[Study material]

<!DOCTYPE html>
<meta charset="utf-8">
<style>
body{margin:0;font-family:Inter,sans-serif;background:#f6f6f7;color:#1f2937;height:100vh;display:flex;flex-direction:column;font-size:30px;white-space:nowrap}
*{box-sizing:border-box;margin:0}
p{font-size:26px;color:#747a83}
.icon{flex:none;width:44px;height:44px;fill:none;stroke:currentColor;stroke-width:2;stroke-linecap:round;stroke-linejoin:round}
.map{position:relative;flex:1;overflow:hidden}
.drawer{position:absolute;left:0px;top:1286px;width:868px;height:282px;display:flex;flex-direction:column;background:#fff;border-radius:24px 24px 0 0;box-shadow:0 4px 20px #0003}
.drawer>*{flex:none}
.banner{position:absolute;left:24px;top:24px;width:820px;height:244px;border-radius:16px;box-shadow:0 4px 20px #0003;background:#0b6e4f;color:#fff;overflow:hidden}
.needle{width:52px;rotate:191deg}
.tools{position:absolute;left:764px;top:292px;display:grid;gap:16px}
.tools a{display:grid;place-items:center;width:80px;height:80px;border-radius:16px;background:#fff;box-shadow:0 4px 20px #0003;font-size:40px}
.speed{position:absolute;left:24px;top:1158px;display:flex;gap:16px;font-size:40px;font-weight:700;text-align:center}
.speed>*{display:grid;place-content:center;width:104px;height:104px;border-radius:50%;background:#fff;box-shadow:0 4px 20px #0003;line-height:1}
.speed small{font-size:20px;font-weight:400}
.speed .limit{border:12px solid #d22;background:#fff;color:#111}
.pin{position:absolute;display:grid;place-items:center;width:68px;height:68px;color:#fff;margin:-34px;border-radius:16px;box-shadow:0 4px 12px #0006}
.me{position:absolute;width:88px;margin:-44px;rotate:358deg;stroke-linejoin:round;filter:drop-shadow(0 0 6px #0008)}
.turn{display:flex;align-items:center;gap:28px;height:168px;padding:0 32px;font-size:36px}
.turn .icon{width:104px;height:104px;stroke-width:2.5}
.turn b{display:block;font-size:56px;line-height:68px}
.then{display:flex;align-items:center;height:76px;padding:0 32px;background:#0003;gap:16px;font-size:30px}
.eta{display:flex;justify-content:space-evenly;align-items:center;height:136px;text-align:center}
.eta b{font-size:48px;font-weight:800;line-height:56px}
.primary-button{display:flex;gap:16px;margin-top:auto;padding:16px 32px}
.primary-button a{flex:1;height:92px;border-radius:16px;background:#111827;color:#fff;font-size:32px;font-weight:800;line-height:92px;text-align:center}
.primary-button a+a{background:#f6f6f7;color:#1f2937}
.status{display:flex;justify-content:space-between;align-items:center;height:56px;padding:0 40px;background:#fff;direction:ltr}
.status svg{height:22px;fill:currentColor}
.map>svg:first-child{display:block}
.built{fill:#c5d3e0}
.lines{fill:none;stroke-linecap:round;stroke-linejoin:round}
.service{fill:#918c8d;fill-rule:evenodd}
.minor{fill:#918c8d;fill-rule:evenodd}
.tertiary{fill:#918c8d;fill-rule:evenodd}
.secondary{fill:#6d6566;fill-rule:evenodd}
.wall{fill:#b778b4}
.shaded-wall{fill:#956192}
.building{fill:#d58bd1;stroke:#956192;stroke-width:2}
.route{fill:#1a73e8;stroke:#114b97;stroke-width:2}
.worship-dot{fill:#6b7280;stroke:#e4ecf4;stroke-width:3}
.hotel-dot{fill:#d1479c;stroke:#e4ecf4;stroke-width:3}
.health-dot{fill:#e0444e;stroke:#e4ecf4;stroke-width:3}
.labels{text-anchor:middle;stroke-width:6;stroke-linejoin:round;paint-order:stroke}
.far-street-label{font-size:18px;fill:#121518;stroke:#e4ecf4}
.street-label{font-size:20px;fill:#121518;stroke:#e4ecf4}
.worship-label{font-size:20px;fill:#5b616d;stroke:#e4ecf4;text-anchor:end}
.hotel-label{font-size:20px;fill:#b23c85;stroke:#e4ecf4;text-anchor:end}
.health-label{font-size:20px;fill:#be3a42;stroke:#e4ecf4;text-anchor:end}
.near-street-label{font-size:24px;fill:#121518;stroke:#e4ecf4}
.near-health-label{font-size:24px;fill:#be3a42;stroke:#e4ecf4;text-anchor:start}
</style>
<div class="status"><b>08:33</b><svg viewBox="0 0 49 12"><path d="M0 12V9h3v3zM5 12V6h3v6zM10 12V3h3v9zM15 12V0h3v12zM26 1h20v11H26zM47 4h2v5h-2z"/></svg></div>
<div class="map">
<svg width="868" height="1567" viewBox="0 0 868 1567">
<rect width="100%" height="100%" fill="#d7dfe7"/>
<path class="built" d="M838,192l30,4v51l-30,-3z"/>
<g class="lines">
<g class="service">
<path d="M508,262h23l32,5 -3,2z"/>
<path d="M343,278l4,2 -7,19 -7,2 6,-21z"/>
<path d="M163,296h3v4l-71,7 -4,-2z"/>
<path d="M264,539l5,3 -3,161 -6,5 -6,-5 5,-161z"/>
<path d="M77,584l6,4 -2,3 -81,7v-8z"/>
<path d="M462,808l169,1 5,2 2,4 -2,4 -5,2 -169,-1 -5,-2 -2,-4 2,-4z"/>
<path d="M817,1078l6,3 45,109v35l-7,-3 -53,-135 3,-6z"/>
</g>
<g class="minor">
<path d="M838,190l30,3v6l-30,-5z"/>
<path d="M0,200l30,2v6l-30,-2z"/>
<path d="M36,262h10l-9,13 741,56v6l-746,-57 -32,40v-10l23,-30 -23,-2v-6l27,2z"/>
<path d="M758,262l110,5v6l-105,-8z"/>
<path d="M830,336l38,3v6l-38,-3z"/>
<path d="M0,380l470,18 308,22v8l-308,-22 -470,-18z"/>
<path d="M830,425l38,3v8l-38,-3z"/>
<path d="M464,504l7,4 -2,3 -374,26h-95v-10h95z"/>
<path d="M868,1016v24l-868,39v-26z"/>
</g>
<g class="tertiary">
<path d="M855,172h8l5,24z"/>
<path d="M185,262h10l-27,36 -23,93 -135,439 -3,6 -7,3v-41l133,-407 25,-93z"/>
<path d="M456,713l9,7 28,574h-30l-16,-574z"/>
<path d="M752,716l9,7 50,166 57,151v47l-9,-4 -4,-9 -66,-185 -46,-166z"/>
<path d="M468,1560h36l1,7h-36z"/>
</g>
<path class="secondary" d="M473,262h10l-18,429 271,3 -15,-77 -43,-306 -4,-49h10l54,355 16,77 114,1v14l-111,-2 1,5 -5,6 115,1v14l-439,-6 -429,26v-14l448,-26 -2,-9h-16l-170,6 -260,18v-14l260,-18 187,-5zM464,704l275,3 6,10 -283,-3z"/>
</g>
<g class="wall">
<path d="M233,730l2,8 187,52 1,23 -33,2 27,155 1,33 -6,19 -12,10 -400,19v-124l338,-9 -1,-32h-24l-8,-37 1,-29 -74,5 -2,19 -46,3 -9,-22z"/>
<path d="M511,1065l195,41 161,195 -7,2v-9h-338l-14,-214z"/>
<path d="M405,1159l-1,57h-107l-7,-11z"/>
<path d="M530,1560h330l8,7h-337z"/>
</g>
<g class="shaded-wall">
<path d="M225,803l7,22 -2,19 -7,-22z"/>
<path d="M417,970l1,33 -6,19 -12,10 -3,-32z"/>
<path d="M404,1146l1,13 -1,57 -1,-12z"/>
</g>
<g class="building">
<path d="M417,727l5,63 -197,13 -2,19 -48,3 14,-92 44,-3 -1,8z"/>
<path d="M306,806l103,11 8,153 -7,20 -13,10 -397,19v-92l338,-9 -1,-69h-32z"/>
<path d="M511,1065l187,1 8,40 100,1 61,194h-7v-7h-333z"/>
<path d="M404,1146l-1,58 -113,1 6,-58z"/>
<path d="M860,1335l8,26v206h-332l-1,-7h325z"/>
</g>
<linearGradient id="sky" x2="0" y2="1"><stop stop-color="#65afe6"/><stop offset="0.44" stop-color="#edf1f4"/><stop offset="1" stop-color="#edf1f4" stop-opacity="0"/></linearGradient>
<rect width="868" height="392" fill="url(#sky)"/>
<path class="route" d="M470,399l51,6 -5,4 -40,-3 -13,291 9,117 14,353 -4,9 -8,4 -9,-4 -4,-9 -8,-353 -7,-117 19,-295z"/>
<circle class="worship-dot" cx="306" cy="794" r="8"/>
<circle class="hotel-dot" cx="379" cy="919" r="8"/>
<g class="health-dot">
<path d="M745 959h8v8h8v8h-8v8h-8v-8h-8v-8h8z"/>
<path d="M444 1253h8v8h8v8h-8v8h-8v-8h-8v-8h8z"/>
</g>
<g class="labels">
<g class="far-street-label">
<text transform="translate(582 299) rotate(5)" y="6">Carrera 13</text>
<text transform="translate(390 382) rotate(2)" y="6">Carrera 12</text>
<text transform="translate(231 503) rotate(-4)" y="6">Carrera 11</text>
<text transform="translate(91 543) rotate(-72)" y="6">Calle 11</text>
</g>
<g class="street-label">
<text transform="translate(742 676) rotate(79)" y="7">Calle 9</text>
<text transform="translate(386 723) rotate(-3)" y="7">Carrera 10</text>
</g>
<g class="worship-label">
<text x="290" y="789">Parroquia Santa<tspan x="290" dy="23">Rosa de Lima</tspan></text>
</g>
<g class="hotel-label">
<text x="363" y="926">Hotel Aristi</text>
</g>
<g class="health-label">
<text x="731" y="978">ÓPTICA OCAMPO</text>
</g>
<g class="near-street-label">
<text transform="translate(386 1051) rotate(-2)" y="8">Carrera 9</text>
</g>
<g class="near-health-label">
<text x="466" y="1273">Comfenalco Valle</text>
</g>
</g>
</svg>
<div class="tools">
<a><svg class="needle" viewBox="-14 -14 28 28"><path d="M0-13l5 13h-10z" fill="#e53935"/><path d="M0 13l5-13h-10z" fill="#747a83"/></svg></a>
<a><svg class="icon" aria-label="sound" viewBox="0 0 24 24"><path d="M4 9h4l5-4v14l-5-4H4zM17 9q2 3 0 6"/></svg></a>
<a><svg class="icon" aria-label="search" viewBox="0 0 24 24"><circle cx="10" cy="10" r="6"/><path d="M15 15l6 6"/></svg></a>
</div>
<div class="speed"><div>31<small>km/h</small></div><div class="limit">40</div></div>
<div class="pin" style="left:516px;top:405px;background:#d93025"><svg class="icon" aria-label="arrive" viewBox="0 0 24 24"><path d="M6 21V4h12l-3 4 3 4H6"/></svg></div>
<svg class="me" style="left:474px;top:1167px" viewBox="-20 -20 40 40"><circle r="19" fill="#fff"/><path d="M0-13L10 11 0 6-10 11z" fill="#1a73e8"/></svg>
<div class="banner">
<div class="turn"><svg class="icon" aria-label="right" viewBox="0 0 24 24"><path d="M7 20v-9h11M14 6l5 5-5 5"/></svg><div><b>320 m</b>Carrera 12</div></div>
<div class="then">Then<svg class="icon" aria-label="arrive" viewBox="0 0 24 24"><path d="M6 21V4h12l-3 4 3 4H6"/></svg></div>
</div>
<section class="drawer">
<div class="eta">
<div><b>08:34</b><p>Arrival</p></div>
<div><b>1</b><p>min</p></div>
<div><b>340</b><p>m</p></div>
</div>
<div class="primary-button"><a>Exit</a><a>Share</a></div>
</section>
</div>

[/Study material]

What the exercise asks
The line containing "<div><b>1</b><p>min</p></div>" and every line after it, through the last one above, should be written out word for word.

Result
<div><b>1</b><p>min</p></div>
<div><b>340</b><p>m</p></div>
</div>
<div class="primary-button"><a>Exit</a><a>Share</a></div>
</section>
</div>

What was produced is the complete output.